VALUE COMPONENT OF CONCEPT “BETRAYAL” IN RUSSIAN AND ENGLISH LINGUISTIC WORLD VIEWS

Saveleva U.A. 1
1 Astrakhan State University, Russia (414056 Astrakhan, Tatiweva str, 20 a)
We have done the analysis of value component of concept “betrayal” which reveals persistent link between betrayal and faithfulness as its antipode in both Russian and English linguistic world views. By virtue of the fact that faithfulness is considered as a key value in the spheres of personal and status relationships betrayal is regarded as breach of faith which may take different forms: adultery (it should be noted that in the Russian culture man’s adultery is justified), breach of trust in a friendship, breach of covenant, of word (which is disapproved of in both cultures), and treason. As regards treason there is a certain variance in assessing found in both Russian and English cultures: on the one hand, there is a priority of loyalty to the country, on the other hand, one may choose the option for the personal interests to prevail. The analysis revealed that the first reaction to an act of betrayal is rarely rational. Further reasoning is mainly aimed at finding out its motives and in some cases leads to a less negative assessment and even justification of betrayal.
cross-cultural communication.
anthropological linguistics
adultery
treason
proverbs
value component
loyalty
linguistic world view
betrayal
concept

Введение

В современной антропологической лингвистике изучению концептов уделяется особое внимание, что делает возможным, используя накопленные данные, структурировать концепты и производить их типологию.

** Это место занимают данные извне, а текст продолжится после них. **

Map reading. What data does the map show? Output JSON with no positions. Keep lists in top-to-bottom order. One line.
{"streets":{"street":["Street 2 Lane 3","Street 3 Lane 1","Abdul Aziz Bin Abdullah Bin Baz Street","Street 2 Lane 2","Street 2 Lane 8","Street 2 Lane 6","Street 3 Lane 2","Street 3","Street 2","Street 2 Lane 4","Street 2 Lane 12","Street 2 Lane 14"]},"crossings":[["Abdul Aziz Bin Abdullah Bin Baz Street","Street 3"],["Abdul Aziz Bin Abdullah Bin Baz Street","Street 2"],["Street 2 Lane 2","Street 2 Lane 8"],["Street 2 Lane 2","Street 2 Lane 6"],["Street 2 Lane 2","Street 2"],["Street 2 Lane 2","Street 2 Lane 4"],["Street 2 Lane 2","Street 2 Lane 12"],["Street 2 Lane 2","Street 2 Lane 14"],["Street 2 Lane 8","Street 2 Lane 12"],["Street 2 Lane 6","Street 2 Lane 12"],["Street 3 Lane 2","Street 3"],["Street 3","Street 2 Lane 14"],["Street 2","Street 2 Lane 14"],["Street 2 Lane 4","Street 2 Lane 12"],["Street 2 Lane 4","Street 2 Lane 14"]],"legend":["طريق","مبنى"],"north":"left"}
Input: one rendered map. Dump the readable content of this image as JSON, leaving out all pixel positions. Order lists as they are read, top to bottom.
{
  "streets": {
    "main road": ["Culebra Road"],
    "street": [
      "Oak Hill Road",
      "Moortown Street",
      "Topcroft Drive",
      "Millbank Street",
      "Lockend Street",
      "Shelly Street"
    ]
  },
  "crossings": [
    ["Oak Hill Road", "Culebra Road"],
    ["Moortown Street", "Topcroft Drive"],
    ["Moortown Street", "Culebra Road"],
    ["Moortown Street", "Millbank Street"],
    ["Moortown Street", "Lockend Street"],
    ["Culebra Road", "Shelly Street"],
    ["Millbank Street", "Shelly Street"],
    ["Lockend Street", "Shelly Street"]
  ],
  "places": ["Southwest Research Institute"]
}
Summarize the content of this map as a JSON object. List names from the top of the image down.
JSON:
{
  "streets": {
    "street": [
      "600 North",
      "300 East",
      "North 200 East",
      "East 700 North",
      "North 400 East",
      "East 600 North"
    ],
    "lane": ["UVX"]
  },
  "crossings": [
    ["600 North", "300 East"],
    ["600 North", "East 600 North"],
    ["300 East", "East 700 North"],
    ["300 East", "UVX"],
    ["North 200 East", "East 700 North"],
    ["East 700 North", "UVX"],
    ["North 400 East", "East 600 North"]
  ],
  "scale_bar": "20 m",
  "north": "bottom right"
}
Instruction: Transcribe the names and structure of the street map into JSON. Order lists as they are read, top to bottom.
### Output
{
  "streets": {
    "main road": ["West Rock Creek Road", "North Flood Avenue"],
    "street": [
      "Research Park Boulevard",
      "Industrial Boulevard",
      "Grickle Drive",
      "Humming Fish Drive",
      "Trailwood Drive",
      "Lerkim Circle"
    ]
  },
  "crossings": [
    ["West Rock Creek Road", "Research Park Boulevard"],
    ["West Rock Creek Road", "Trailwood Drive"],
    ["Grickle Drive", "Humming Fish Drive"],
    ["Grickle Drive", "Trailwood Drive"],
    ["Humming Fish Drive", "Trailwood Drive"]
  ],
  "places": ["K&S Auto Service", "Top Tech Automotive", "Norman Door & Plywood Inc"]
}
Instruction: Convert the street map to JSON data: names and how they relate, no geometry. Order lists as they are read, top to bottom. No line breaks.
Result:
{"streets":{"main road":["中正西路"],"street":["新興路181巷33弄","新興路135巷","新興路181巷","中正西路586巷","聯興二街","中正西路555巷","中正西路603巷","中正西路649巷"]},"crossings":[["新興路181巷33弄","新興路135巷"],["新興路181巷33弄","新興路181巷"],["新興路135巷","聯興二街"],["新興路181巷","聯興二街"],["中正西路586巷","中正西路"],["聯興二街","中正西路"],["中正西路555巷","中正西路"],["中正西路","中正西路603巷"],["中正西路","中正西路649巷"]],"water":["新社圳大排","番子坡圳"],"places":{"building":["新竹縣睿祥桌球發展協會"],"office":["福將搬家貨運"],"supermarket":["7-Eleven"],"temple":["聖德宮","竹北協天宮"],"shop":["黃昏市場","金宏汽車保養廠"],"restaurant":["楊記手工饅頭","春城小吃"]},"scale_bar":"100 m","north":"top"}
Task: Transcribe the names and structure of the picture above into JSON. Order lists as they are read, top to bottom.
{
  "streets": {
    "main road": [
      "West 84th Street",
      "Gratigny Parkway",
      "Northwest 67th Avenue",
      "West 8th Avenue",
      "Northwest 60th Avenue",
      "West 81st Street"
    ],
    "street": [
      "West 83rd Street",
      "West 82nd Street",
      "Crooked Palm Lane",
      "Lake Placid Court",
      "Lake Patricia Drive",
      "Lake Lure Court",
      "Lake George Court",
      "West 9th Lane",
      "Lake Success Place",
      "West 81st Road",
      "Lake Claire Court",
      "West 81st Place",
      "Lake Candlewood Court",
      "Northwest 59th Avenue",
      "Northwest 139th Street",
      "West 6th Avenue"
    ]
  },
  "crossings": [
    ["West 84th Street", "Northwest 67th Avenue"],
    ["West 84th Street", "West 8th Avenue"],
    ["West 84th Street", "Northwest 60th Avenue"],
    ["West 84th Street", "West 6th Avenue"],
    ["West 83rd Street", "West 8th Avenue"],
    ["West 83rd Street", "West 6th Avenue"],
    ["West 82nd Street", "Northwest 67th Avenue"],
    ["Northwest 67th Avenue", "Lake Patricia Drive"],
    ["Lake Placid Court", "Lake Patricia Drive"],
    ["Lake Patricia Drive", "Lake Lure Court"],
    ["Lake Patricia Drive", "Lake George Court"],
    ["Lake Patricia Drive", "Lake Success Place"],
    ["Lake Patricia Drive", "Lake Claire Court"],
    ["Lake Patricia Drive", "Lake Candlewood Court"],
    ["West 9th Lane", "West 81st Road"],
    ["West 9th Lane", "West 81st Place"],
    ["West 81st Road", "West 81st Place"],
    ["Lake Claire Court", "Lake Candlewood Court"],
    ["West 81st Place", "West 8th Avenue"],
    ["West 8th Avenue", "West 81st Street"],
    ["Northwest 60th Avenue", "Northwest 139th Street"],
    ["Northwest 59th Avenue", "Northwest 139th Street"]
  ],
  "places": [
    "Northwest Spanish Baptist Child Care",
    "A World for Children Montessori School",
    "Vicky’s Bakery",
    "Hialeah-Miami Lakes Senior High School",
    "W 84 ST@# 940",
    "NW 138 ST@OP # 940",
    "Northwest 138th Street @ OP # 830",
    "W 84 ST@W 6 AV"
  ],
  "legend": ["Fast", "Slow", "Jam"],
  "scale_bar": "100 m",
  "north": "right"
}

Актуальность исследования продиктована тем, что такое явление, как предательство, является весьма распространенным и обладает социальной значимостью, и учет этого феномена в межкультурном общении играет особую роль в настоящее время, однако данный феномен до сих пор не рассматривался в лингвоконцептологическом исследовании.

Цель исследования состоит в исследовании ценностного компонента концепта «предательство» в русской и английской лингвокультурах. Методика исследования: ценностная составляющая концепта моделируется посредством интерпретативного анализа ценностно-маркированных высказываний, анализа коротких сочинений, написанных информантами на заданную тему [5]. Материалом исследования послужили: паремиологические единицы русского и английского языков, тексты художественной литературы русской и английской лингвокультур, сочинения информантов - представителей русской и английской лингвокультур.

В силу того что предательство осмысляется, прежде всего, как нарушение верности, обманутое доверие, в настоящем исследовании приводится анализ паремиологических единиц, объединенных ключевыми семами «сохранение верности» - «нарушение верности», «обмануть доверие», реализация которых происходит в сфере личностных отношений, которая представлена двумя разновидностями: отношения в дружбе и отношения между мужем и женой.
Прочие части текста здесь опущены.